◆ Saved data entries

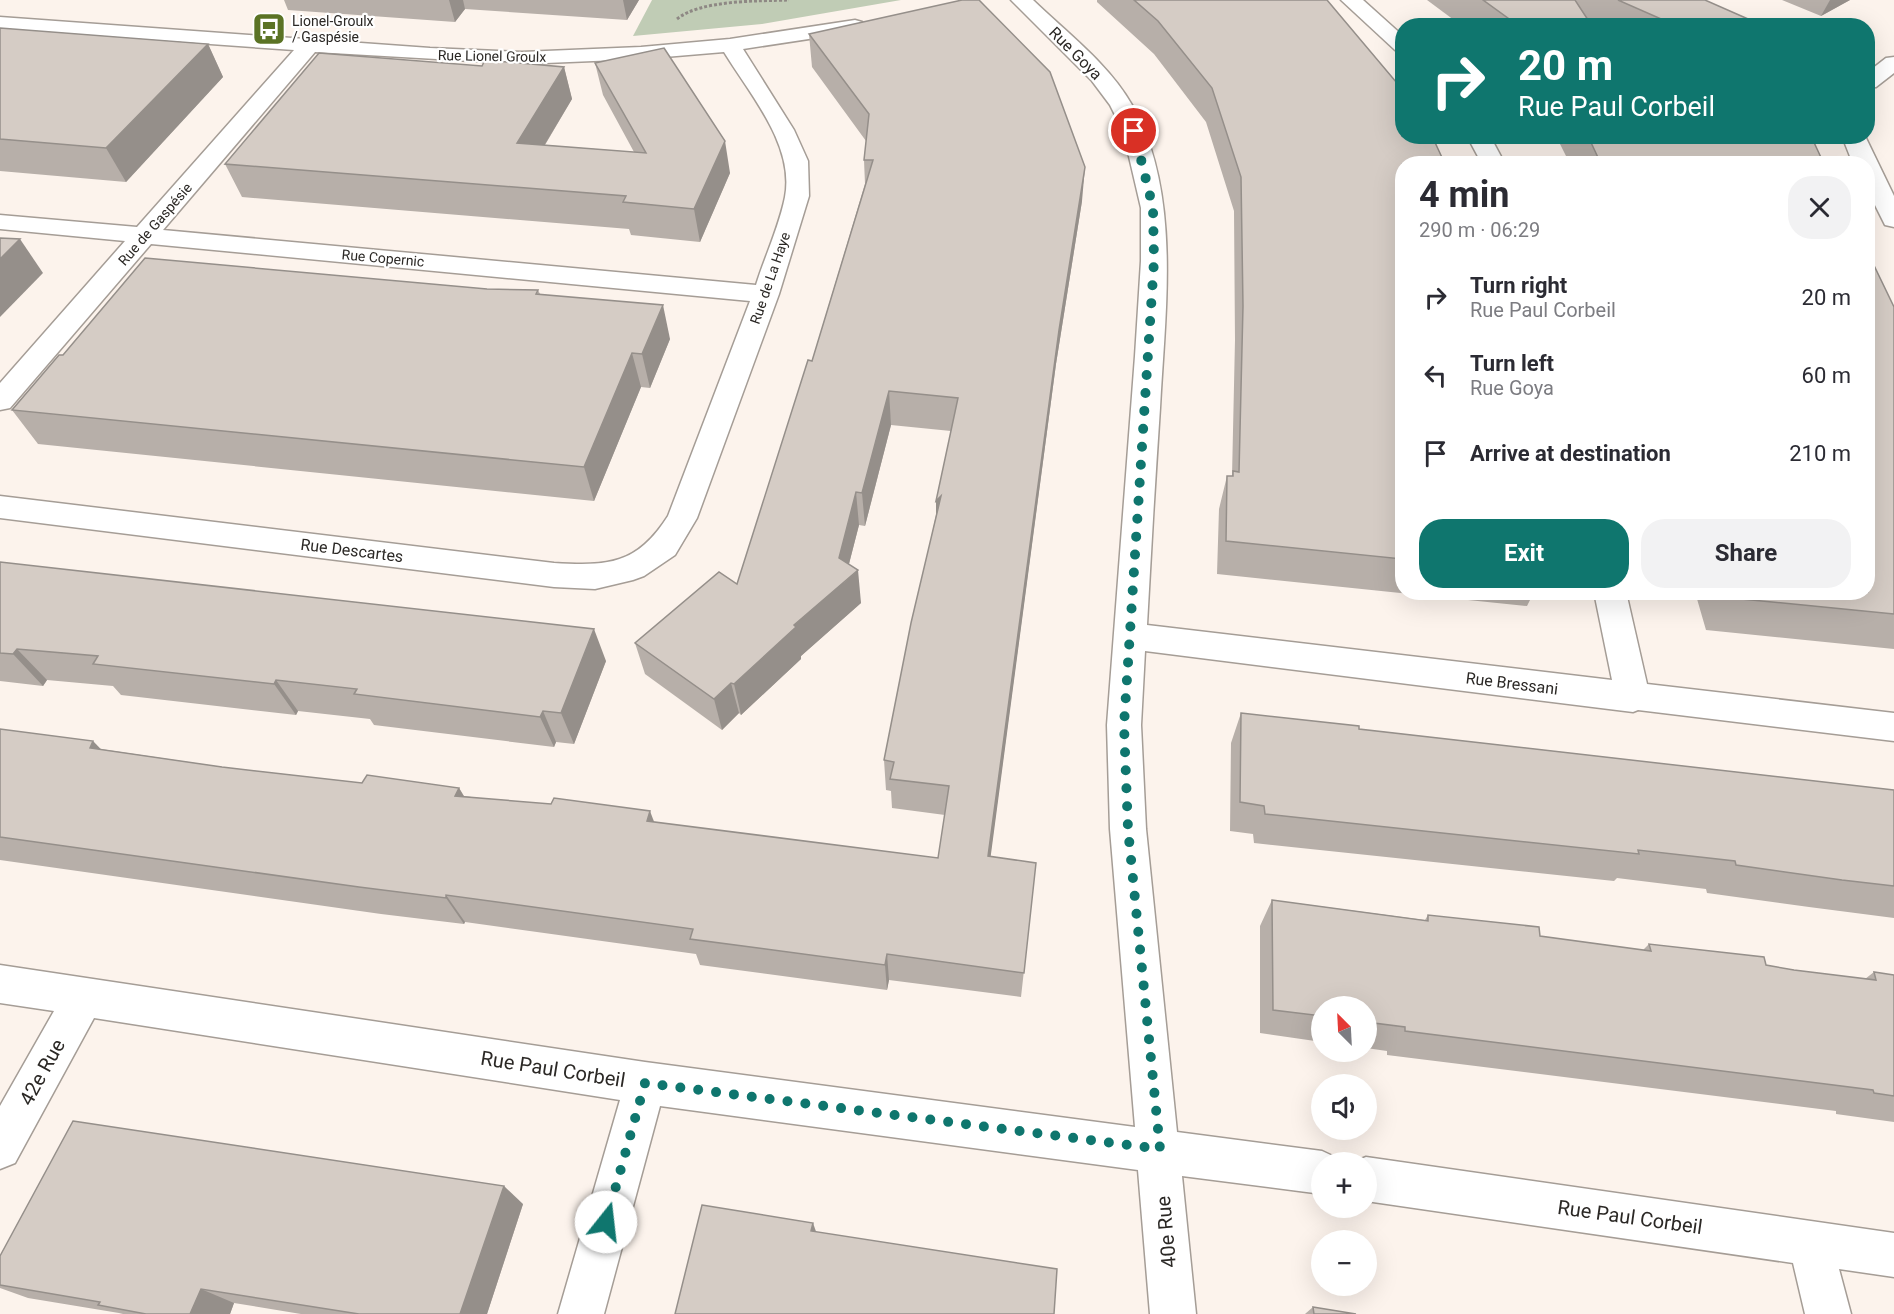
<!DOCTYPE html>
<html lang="en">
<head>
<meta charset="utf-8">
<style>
  :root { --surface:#fff; --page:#f2f2f3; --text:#2b2b33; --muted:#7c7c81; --accent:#0f766e }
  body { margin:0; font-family:Roboto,sans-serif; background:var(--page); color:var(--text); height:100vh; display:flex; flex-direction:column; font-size:22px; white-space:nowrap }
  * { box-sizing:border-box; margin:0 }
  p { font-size:20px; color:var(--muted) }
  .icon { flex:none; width:33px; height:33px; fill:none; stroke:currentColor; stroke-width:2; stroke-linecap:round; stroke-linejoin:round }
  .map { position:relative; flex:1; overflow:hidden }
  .sheet { position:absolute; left:1395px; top:156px; width:480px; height:444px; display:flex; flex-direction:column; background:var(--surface); border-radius:24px; box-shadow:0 6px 24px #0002 }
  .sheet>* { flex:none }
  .hud { position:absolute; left:1395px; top:18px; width:480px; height:126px; border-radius:24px; box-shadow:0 6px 24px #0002; background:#0f766e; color:#fff; overflow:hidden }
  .needle { width:39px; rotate:336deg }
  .controls { position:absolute; left:1311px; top:996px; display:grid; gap:12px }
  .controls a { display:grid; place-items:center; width:66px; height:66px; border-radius:50%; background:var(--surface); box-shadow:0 6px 24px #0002; font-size:30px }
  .pin { position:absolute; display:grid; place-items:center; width:51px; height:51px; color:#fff; margin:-26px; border:3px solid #fff; border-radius:50%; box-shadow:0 2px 6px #0007 }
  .me { position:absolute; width:66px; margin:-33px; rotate:16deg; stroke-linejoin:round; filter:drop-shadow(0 0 4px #0008) }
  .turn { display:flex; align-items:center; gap:21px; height:126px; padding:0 24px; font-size:27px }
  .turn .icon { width:78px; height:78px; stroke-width:2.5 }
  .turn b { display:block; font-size:42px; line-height:51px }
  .round { display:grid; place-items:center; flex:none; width:63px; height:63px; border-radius:24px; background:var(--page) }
  .summary { display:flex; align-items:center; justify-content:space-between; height:102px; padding:0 24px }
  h1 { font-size:36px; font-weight:700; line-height:45px }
  .cta { display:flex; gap:12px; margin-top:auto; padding:12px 24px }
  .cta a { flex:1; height:69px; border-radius:24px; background:var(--accent); color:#fff; font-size:24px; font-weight:700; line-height:69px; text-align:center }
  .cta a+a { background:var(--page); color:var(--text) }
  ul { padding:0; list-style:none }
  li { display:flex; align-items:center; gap:18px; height:78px; padding:0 24px }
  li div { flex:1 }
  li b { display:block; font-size:22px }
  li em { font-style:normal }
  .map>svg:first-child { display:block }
</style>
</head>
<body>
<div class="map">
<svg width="1894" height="1314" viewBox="0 0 1894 1314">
  <rect width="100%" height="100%" fill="#fcf3ec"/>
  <!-- green -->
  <polygon fill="#c0ccb5" points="652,0 901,0 762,24 633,36"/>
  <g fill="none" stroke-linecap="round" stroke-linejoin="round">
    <defs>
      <g id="minor">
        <path d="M1011,0H1033C1066,32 1109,64 1132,105C1182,193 1165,311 1160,408C1155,480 1151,553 1147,625L1612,680L1594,592H1626L1647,684L1894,713V741L1638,710L1633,712L1145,651L1141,725L1146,829L1177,1132L1322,1151L1337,1158L1339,1162H1322V1194L1182,1176L1196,1314H1150L1138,1170L660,1106L604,1314H558L620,1100L94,1018L15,1163L0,1169V1106L54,1011L0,1003V965L645,1062L1135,1127L1110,829L1107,725L1135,356L1141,261V208L1123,131L1110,105L1092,81Z"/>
        <polygon points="1341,0 1363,0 1402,35 1402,52 1395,50"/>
        <path d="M0,17L430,48L522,52L641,47L730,39L855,20L862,22L865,26L862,30L855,32L743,49L794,130L808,161L809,196L779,294L697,518L675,555L644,576L633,580L595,589L554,587L0,518V496L554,563C608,566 637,565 668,516L750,301L151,244L10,408L0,410V383L125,241L0,229V215L137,227L294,50L0,29ZM315,52L522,64L641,59L724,52C749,93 795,145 785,197C779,227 765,256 756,285L163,230Z"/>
        <polygon points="1894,57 1894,73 1876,87 1868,88 1868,72 1886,58"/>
        <polygon points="1467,136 1490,136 1505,164 1482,164"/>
        <polygon points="1842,136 1865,136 1894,196 1894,227 1885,225 1868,191 1868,164 1853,164"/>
        <polygon points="1366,1157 1894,1233 1894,1277 1839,1269 1851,1314 1805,1314 1793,1263 1366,1201 1366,1162 1354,1162"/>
      </g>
    </defs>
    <!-- minor casing -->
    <use href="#minor" stroke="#a59d96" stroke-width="3"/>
    <!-- path -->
    <path stroke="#8e8884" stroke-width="3" stroke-dasharray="3 2" stroke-linecap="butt" d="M677,19C700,0 758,1 789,0"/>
    <!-- minor -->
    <use href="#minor" fill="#fff" fill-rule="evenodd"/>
  </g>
  <!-- wall -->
  <g fill="#b7afa9">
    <polygon points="284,0 639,0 627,20 465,9 455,22 288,10"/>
    <polygon points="1097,0 1327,0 1402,164 1402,592 1534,592 1527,606 1217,574 1219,509 1227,476 1232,476 1235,340 1234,211 1206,122 1154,54 1097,2"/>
    <polygon points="1427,0 1705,0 1764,26 1462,26"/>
    <polygon points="1782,0 1850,0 1821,16"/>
    <polygon points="0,28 208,44 223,77 126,182 0,171"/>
    <polygon points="809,34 1082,201 1056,364 990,857 1036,863 1021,997 889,980 887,990 700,965 696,954 465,922 464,924 381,914 0,860 0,729 101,749 222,767 362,783 459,788 464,796 654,822 938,858 945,815 892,808 891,791 886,790 884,760 936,515 951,431 891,425 865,526 859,525 849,564 861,603 801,656 801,659 741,715 739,713 722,730 645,674 635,643 737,584 812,361 865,184 864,160 866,141 812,67"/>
    <polygon points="595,63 730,173 700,242 631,235 629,229 242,197 225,164 482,66 564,67 572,99 545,145 634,152 603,95"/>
    <polygon points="1556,136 1811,136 1824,164 1570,164"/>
    <polygon points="487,289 538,290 540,294 670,339 650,388 641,387 594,501 38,444 12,410 63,355"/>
    <polygon points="1894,307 1894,649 1706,630 1695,592 1868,592"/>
    <polygon points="0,562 606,661 574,744 556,742 554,747 374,725 370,719 298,711 296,715 121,695 113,686 47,680 43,686 0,681"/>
    <polygon points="1241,713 1359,729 1894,790 1894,918 1809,907 1707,893 1706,889 1617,878 1614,881 1254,843 1253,834 1230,831 1231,743"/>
    <polygon points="1272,900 1425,920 1428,915 1540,936 1643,950 1649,944 1794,970 1865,979 1874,972 1894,975 1894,1122 1836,1114 1836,1111 1387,1055 1387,1051 1366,1048 1366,1006 1322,1006 1322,1042 1260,1033 1260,926"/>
    <polygon points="523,1204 487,1314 301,1314 234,1303 230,1314 123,1314 119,1313 28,1298 0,1288 0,1256"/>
    <polygon points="1313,1307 1356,1314 1305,1314"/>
  </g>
  <!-- shaded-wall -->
  <g fill="#958f8a">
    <polygon points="449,0 463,0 465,9 455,22"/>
    <polygon points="623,0 639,0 627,20"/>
    <polygon points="1830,0 1850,0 1821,16"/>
    <polygon points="208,44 223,77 126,182 106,148"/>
    <polygon points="564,67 572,99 526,176 517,143"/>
    <polygon points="725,141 730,173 700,242 694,209"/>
    <polygon points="1085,167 1082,201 1056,364 987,884 988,856 1059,330"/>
    <polygon points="20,239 43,273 0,317 0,259"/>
    <polygon points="663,305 670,339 650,388 642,354"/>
    <polygon points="632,353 641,387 594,501 584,467"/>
    <polygon points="889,391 891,425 865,526 862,493"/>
    <polygon points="856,492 859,525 844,583 858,570 861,603 801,656 801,659 741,715 734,684 794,625 839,558"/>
    <polygon points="941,496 936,534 936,501"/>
    <polygon points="594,629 606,661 574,744 561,713"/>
    <polygon points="17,649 47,680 43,686 13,654"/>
    <polygon points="276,680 298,711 296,715 274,684"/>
    <polygon points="731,683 739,713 722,730 714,699"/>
    <polygon points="543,711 556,742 554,747 540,717"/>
    <polygon points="93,741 122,771 90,748"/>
    <polygon points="459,788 476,817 455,796"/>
    <polygon points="650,811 661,840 647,821"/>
    <polygon points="446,895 465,922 464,924 446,898"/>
    <polygon points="887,954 889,980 887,990 885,965"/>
    <polygon points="504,1186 523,1204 487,1314 460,1314"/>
    <polygon points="813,1223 819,1240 811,1231"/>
    <polygon points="201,1289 234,1303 230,1314 190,1314"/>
  </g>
  <!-- building -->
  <g fill="#d5ccc5" stroke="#958f8a" stroke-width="1.5">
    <polygon points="962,0 979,0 1050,72 1085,167 1059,330 988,856 1036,863 1024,973 887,954 885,965 690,939 693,929 446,895 446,898 359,887 0,837 0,729 93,741 90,748 222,767 362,783 367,775 459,788 455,796 551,804 554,798 650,811 647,821 938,858 949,786 890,779 894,762 884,760 911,623 941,496 936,501 958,398 889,391 862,493 856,492 839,558 858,570 794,625 796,627 734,684 731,683 714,699 635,643 719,572 737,584 808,360 812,361 873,160 864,160 869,114 809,34"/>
    <polygon points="1134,0 1327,0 1402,89 1402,136 1432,136 1445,164 1402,164 1402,559 1226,541 1227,476 1233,476 1233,471 1239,472 1243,306 1241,177 1212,88 1158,21"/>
    <polygon points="1483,0 1575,0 1592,26 1519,26"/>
    <polygon points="1618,0 1705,0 1764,26 1677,26"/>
    <polygon points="0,28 208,44 106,148 0,139"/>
    <polygon points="664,48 725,141 694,209 623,202 626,196 225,164 319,53 482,66 485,60 564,67 517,143 646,153 595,63"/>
    <polygon points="1588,136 1701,136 1740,141 1738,136 1811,136 1824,164 1601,164"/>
    <polygon points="0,238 20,239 0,259"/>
    <polygon points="1868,253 1894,307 1894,614 1731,598 1729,592 1868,592"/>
    <polygon points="145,258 487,289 538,290 536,294 663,305 642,354 632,353 584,467 12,410 59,355 63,355"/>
    <polygon points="0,562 594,629 561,713 543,711 540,717 354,694 357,689 276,680 274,684 93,664 98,656 17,649 13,654 0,653"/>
    <polygon points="1241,713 1359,726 1359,729 1894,790 1894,886 1842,880 1736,865 1735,861 1638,850 1639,854 1265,814 1264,806 1240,802"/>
    <polygon points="1272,900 1428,921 1428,915 1539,927 1540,936 1651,951 1649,944 1764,957 1766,965 1794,970 1876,980 1874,972 1894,975 1894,1096 1874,1093 1873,1090 1405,1031 1405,1027 1366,1022 1366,1006 1322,1006 1322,1016 1273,1010"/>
    <polygon points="73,1121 504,1186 460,1314 359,1314 201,1289 190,1314 146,1314 98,1305 100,1302 0,1285 0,1256"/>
    <polygon points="702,1205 813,1223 811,1231 1057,1269 1054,1314 675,1314"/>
    <polygon points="1313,1307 1356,1314 1314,1314"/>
  </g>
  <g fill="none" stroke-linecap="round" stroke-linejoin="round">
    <!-- route -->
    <polyline stroke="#0f766e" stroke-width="10" stroke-dasharray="0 18" points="606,1222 645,1083 1160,1149 1128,829 1124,725 1154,261 1153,208 1134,131"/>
  </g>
  <!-- icons -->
  <defs>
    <symbol id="bus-square" viewBox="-11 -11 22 22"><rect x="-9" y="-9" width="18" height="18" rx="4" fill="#5b7325" stroke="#fff"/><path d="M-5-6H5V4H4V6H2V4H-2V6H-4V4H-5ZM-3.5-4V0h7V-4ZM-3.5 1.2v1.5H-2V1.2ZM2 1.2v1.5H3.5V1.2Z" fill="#fff"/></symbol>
  </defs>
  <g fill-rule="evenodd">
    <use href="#bus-square" x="250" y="10" width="38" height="38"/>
  </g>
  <g text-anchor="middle" stroke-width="4.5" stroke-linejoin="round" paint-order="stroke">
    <!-- far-poi labels -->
    <g font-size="14" fill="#2b2825" stroke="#fff" text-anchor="start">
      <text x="292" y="26">Lionel-Groulx<tspan x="292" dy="16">/ Gaspésie</tspan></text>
    </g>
    <!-- far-street labels -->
    <g font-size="14" fill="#2b2825" stroke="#fff">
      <text transform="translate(492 56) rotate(1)" y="5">Rue Lionel Groulx</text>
      <text transform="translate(155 224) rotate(-49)" y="5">Rue de Gaspésie</text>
      <text transform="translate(383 258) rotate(5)" y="5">Rue Copernic</text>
      <text transform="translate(770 278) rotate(-71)" y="5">Rue de La Haye</text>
    </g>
    <!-- street labels -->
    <g font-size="16" fill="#2b2825" stroke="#fff">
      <text transform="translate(1076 53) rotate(45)" y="6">Rue Goya</text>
      <text transform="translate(352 550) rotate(7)" y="6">Rue Descartes</text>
      <text transform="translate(1512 683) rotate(7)" y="6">Rue Bressani</text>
    </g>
    <!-- near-street labels -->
    <g font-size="20" fill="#2b2825" stroke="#fff">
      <text transform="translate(553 1069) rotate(9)" y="7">Rue Paul Corbeil</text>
      <text transform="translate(42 1072) rotate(-61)" y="7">42e Rue</text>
      <text transform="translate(1630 1217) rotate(8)" y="7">Rue Paul Corbeil</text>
      <text transform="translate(1166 1232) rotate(-95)" y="7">40e Rue</text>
    </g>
  </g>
</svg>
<div class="controls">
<a><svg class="needle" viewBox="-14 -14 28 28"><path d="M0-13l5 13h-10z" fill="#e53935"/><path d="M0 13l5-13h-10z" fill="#7c7c81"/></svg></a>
<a><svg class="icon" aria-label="sound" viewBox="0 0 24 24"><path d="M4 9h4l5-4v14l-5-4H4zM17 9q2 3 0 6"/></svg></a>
<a>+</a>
<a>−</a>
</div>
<div class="pin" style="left:1134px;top:131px;background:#d93025"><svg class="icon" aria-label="arrive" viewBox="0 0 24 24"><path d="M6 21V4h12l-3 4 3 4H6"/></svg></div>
<svg class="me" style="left:606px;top:1222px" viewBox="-20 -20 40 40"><circle r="19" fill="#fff"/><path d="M0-13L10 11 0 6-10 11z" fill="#0f766e"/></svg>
<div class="hud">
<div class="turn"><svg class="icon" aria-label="right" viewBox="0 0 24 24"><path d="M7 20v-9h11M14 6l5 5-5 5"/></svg><div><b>20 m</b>Rue Paul Corbeil</div></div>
</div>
<section class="sheet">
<div class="summary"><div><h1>4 min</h1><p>290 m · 06:29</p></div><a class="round"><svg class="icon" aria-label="close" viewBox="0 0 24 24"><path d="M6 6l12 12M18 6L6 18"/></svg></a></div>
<ul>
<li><svg class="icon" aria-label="right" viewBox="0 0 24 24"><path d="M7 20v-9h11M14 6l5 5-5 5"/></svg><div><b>Turn right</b><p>Rue Paul Corbeil</p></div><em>20 m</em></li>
<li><svg class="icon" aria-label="left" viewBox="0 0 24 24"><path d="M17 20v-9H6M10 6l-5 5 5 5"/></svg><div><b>Turn left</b><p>Rue Goya</p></div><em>60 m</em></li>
<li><svg class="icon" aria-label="arrive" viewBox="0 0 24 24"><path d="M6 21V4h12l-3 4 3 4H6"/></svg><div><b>Arrive at destination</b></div><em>210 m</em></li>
</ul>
<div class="cta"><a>Exit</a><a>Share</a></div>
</section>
</div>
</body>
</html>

◆ Aim of the task
Take every line above that includes "controls" and list it.

◆ Output for this exercise
  .controls { position:absolute; left:1311px; top:996px; display:grid; gap:12px }
  .controls a { display:grid; place-items:center; width:66px; height:66px; border-radius:50%; background:var(--surface); box-shadow:0 6px 24px #0002; font-size:30px }
<div class="controls">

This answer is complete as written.